Over the past few years, the British colonial government has amended many outdated laws to conform with the 1991 Bill of Rights. For its part, China has made it clear that a British-imposed Bill of Rights is unnecessary be-cause fundamental freedoms will be guaranteed under what’s called the Basic Law.

To show it meant business, in October 1995 a China-appointed committee announced that a number of broadcasting and security rules would come under the microscope. The committee has now recommended the repeal of laws that had ended police power to ban peaceful demonstrations, relaxed controls on links with foreign organizations, and protected the privacy of personal data collected on citizens.

If the committee had also recommended the repeal of the broadcasting rules, then a government body could have resumed its power to suspend broadcasters’ licenses, ban radio programs considered a threat and give some directives to the Broadcasting Authority.
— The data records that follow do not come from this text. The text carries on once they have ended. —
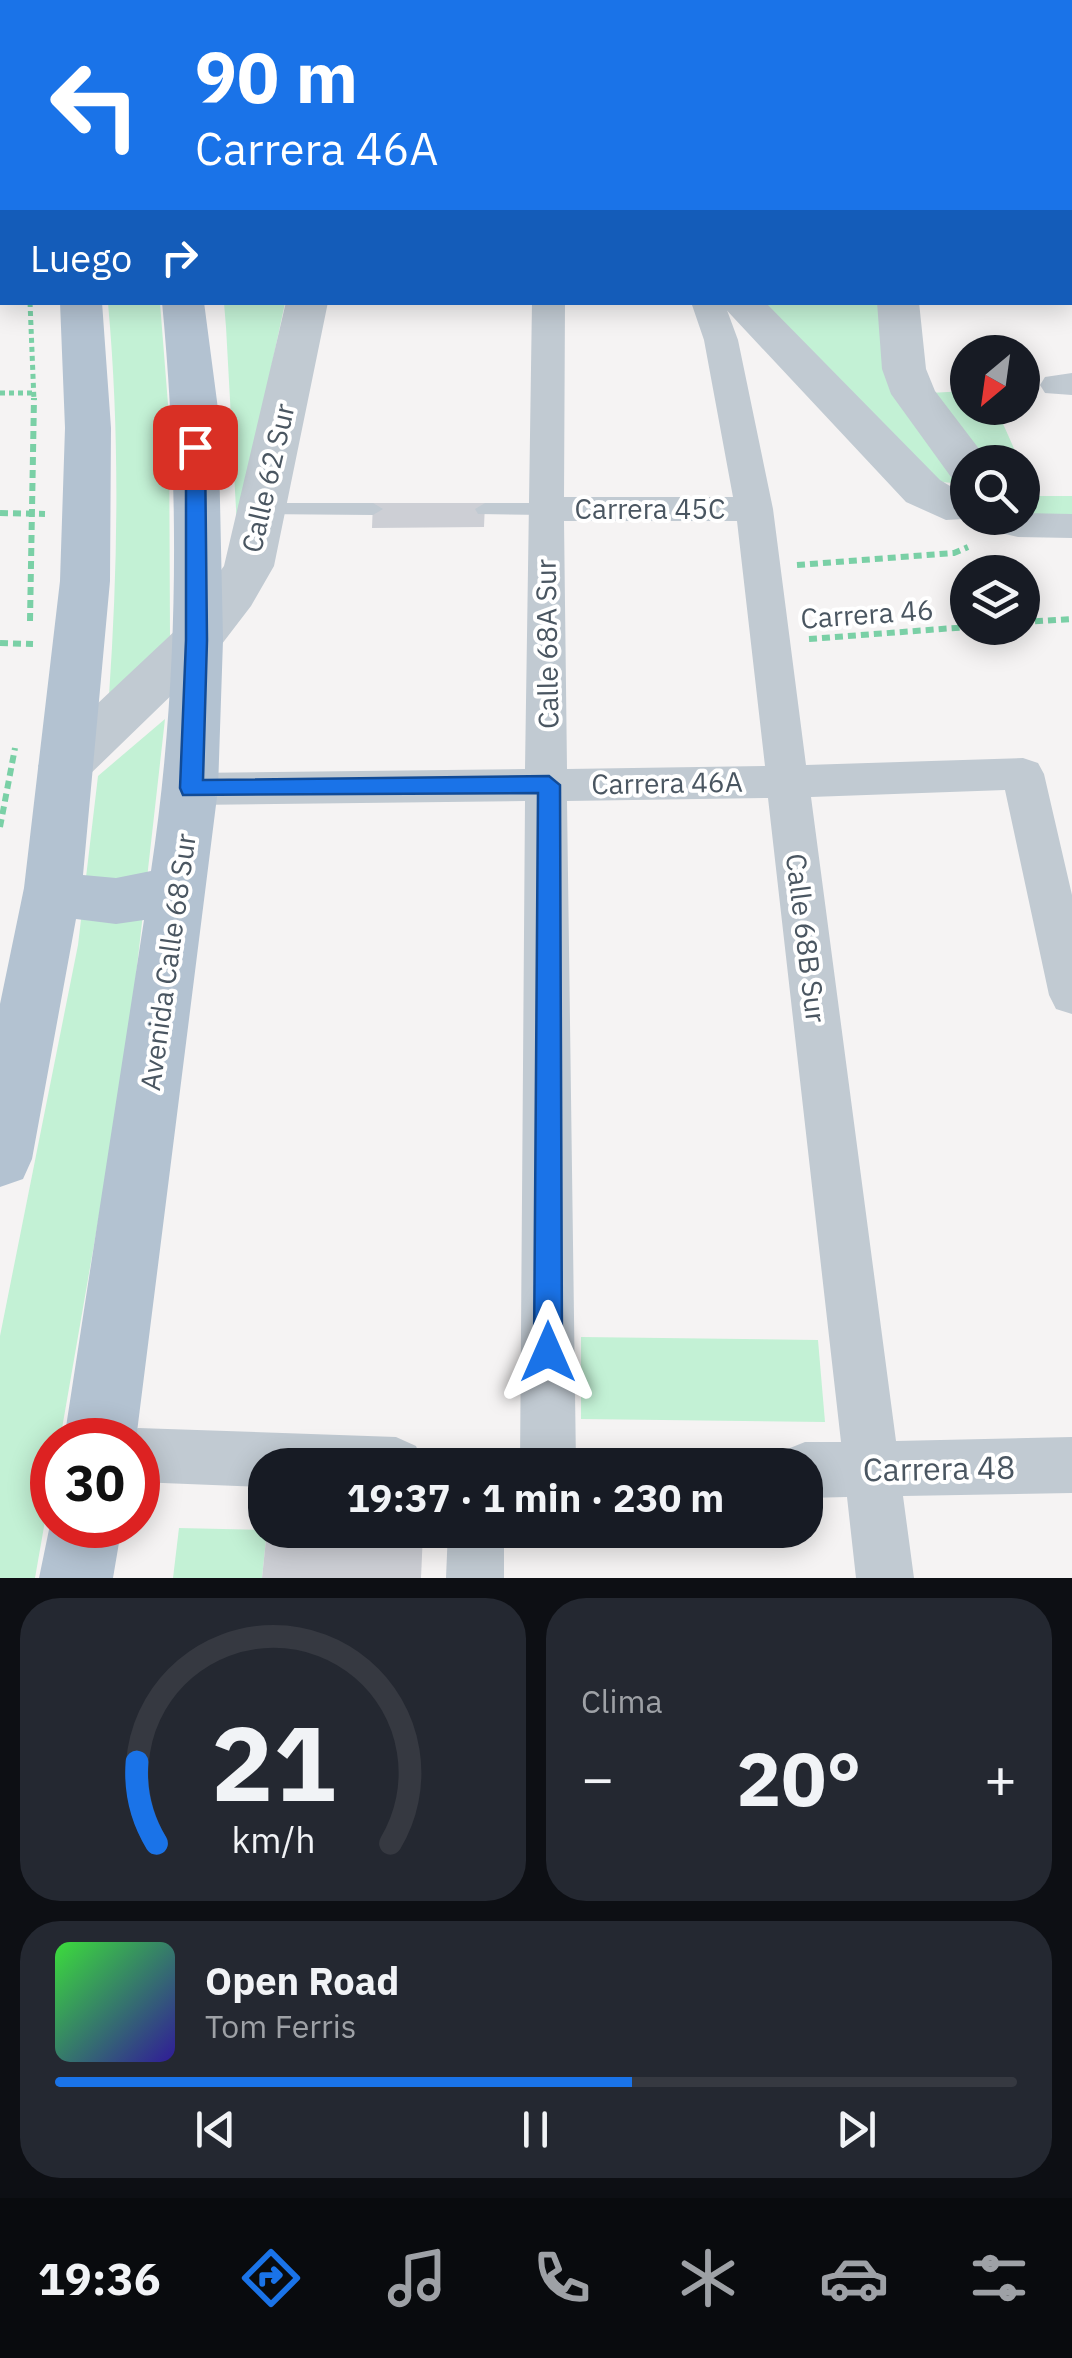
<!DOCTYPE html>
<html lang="es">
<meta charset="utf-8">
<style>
:root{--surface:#171b24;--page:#242831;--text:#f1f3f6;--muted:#9ea1a6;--line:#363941;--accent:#1a73e8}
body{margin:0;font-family:"IBM Plex Sans",sans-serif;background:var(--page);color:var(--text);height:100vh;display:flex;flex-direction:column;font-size:38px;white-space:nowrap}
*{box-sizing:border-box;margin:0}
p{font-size:32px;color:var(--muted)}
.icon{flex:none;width:55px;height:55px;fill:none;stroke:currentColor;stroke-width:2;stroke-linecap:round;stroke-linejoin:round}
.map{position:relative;height:1578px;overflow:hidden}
.sheet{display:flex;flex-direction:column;gap:20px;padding:20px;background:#0d0f14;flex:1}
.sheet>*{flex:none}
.banner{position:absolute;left:0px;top:0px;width:1072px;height:305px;box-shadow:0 5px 25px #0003;background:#1a73e8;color:#fff;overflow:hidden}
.needle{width:65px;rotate:209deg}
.controls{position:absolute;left:950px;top:335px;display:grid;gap:20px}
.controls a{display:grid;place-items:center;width:90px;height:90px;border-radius:50%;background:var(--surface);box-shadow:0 5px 25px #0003;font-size:50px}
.speed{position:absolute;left:30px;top:1418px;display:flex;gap:20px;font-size:50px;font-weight:700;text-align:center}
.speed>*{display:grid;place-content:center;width:130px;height:130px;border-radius:50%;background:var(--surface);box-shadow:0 5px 25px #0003;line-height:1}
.speed .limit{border:15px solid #d22;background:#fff;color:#111}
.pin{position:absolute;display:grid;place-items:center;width:85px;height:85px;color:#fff;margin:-42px;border-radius:20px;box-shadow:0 5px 15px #0006}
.me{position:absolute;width:110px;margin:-55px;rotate:0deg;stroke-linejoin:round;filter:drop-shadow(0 0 8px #0008)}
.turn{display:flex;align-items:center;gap:35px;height:210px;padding:0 30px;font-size:45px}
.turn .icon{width:130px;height:130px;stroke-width:2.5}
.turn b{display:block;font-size:70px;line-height:85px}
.then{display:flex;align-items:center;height:95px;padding:0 30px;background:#0003;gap:20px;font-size:38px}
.big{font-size:75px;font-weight:800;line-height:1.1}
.sheet .card{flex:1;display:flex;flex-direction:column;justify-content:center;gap:15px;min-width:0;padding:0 35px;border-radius:40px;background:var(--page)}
.sheet .dial{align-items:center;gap:0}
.dial svg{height:260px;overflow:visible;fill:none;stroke:var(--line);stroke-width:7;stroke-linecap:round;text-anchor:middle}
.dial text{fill:var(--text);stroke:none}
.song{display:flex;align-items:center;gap:30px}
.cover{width:120px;height:120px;border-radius:15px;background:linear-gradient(135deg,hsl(120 70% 55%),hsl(250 70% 35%))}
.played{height:10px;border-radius:5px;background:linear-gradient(90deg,var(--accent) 60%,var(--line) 60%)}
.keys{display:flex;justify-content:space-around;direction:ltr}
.heat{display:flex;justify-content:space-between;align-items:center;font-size:55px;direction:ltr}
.sheet .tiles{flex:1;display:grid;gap:20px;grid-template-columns:1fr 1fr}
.card:last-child{grid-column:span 2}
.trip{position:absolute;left:248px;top:1448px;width:575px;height:100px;border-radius:40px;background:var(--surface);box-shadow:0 5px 25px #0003;font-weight:800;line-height:100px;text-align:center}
.menu{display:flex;height:160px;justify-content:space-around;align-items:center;background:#090b0e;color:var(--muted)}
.menu .icon{width:70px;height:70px}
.menu .active{color:var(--accent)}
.menu b{font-size:45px;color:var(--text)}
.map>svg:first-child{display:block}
</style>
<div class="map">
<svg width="1072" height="1578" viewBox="0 0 1072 1578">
<rect width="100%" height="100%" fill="#f5f3f3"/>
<g fill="#c3f1d5">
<path d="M108,303h52l9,114 1,219 -61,60c9,-132 11,-261 -1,-393z"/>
<path d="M224,303h61l-48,224 -11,-200z"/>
<path d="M765,303h114l81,174 -7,6 -12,-1z"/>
<path d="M967,391l1,17h28l24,54h-30l-61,-69z"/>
<path d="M1022,467l13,29h37v24l-49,-4z"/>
<path d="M165,719l-38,336 -67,385h-8v41l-17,97h-35v-242l78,-391 20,-169z"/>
<path d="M581,1337l237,3 7,82 -244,-3z"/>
<path d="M179,1528l88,2 -5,48h-89z"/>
</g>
<g fill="#cdcfd5">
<path d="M373,503h112l-1,24 -112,1z"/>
<path d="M267,1530l156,3 -2,45h-159z"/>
</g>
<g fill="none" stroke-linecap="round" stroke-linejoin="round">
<g stroke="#7ad0a6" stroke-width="5" stroke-dasharray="5 4" stroke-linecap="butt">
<path d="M30,302l4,99"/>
<path d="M0,393h35"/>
</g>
<g stroke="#7ad0a6" stroke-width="6" stroke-dasharray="8 5" stroke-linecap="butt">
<path d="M0,513l45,1"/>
<path d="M797,565l157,-12 14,-6"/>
<path d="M30,621l4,-223"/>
<path d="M1022,622l50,-3"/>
<path d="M809,639l159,-12"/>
<path d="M0,643l33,1"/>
<path d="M0,827l15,-79"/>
</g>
<g fill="#c1cad2" fill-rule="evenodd">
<rect x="438" y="0" width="14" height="2"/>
<path d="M264,503h109l10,6 -10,6 -116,-1 -3,-5z"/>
<path d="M485,503h60l10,6 -10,6 -67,-1 -3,-5z"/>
</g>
<g fill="#c1cad2" fill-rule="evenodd">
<path d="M250,0h28l1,2h-27z"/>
<path d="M562,0h28v2h-27z"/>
<path d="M1070,124l2,1v20l-2,-1z"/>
<path d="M532,302h33l-1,195h169l-29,-157 -13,-38h33l14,38 35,169 33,256 217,-7 15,5 6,11 28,121v119l-16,-5 -7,-14 -44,-205 -194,7 85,644 176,-4v56l-169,3 11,82h-58l-9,-81 -42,1v-33h-26l6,-15 20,-8h36l-73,-644 -201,3 9,664h-56l5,-664 -334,4 -15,-5 -6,-11 6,-11 15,-5 334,-4zM564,521h173l28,245 -198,3z"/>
<path d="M1072,373v22l-27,-2 -5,-8 5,-8z"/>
<path d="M1022,513l50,1v24l-54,-1 -43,-10 -6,-9h53z"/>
<path d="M138,1428l258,9 20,9 8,19h-159v22l-127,-5v-42h-21z"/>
<path d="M448,1530h56v48h-58z"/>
</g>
<g fill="#c1cad2" fill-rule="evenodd">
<path d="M813,0h36l1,2h-35z"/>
<rect x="0" y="239" width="2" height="24"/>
<rect x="1070" y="256" width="2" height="26"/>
<path d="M286,302h42l-54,264 -23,40 -36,47 -131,127 -19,6 -19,-6 -8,-14 8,-14 133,-125 45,-61z"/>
<path d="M719,302h46l175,178 15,9h13v29h12l-34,2 -40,-18z"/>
<path d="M877,302h42l7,67 9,22 54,71h-21v19l-17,-4 -60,-83 -9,-25z"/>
</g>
<g fill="#b3c2d1" fill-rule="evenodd">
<path d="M11,0h36l1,2h-35z"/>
<path d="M94,0h36l1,2h-35z"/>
<path d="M60,302h42l9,126 -1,153 -27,294 33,3 35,-7c28,-186 29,-381 11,-569h42l14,107 5,231 -5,149 -82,651h-72l80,-520 -28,4 -40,-5 -44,240 -9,20 -23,8v-183l24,-116 36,-307 5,-153z"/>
<path d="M52,1515v10h70l-9,53h-74z"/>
</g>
</g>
<path fill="#1a73e8" stroke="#114b97" stroke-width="2.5" d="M195,441l10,6 2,193 -4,140 346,-4 11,9 2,567 -4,9 -10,4 -10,-4 -4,-9 4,-559 -355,2 -3,-7 6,-148v-193z"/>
<g text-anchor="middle" stroke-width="8" stroke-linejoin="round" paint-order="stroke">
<g font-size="28" fill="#4a5661" stroke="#fff">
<text transform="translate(268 478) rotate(-77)" y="10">Calle 62 Sur</text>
<text x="650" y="519">Carrera 45C</text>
<text transform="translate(867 614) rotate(-4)" y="10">Carrera 46</text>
<text transform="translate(547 644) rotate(-91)" y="10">Calle 68A Sur</text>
<text transform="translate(667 783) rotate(-1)" y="10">Carrera 46A</text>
<text transform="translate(806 938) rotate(83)" y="10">Calle 68B Sur</text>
<text transform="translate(168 962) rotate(-82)" y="10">Avenida Calle 68 Sur</text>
</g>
<g font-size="32" fill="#4a5661" stroke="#fff">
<text transform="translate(939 1469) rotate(-1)" y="11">Carrera 48</text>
</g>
</g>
</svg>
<div class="controls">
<a><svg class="needle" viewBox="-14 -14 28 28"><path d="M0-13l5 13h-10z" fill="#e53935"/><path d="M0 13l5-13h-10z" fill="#9ea1a6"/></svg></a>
<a><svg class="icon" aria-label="search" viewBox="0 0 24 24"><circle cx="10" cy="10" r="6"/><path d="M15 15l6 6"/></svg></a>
<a><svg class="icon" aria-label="layers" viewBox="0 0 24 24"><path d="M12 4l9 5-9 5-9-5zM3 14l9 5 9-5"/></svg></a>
</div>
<div class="speed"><div class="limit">30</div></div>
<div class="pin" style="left:195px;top:447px;background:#d93025"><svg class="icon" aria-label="arrive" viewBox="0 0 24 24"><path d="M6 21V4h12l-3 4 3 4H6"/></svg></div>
<svg class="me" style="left:548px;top:1352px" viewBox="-20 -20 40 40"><path d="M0-17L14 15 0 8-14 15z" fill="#1a73e8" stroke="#fff" stroke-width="4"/></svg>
<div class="trip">19:37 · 1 min · 230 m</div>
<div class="banner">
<div class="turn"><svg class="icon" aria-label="left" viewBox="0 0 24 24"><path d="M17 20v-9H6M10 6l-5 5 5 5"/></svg><div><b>90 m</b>Carrera 46A</div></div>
<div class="then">Luego<svg class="icon" aria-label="right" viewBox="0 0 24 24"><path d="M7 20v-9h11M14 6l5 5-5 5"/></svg></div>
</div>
</div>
<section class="sheet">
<div class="tiles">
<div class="card dial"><svg viewBox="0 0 100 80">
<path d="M14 69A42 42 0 1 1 86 69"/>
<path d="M14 69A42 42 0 0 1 8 44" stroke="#1a73e8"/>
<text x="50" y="56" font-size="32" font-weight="700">21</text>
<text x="50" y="72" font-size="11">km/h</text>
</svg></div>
<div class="card"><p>Clima</p>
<div class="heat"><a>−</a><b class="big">20°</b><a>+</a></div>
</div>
<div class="card">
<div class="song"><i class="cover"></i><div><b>Open Road</b><p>Tom Ferris</p></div></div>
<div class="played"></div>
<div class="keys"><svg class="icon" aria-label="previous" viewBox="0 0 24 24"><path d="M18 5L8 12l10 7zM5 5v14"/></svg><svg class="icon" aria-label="pause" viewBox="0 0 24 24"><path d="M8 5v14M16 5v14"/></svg><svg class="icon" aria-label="next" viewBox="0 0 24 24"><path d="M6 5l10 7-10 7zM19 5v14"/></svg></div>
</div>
</div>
</section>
<nav class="menu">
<b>19:36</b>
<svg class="icon active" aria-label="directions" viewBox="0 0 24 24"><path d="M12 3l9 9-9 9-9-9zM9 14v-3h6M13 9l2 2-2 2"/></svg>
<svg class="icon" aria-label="music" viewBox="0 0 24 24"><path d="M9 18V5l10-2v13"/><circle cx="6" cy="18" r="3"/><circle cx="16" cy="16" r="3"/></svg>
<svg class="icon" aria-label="phone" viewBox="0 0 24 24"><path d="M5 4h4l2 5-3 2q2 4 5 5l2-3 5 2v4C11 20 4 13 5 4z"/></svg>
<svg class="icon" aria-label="climate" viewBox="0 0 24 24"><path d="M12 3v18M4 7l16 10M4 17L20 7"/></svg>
<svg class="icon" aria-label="car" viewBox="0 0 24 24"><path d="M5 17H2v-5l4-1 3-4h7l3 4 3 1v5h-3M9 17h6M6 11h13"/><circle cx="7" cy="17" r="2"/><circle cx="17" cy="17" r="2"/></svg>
<svg class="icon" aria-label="filters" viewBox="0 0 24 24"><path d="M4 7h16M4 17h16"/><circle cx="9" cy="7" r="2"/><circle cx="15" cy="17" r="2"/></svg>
</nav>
A repeal also would have called into question the legal basis of the one cable license holder.

“There was some concern then as to whether this would affect cable television,” said Garmen Chan, external affairs director at Wharf Cable, which has a monopoly on cable services until 1998. “But our license is for 12 years, so there is no reason why there should be any changes after 1997.”

Added Chan: “We were pretty comfortable. We saw no reason why they would revoke our license.”

Hong Kong Gov. Chris Patten has called the proposed changes “legal nonsense.” He added that China was sending “a very powerful and disturbing message” just five months before the handover.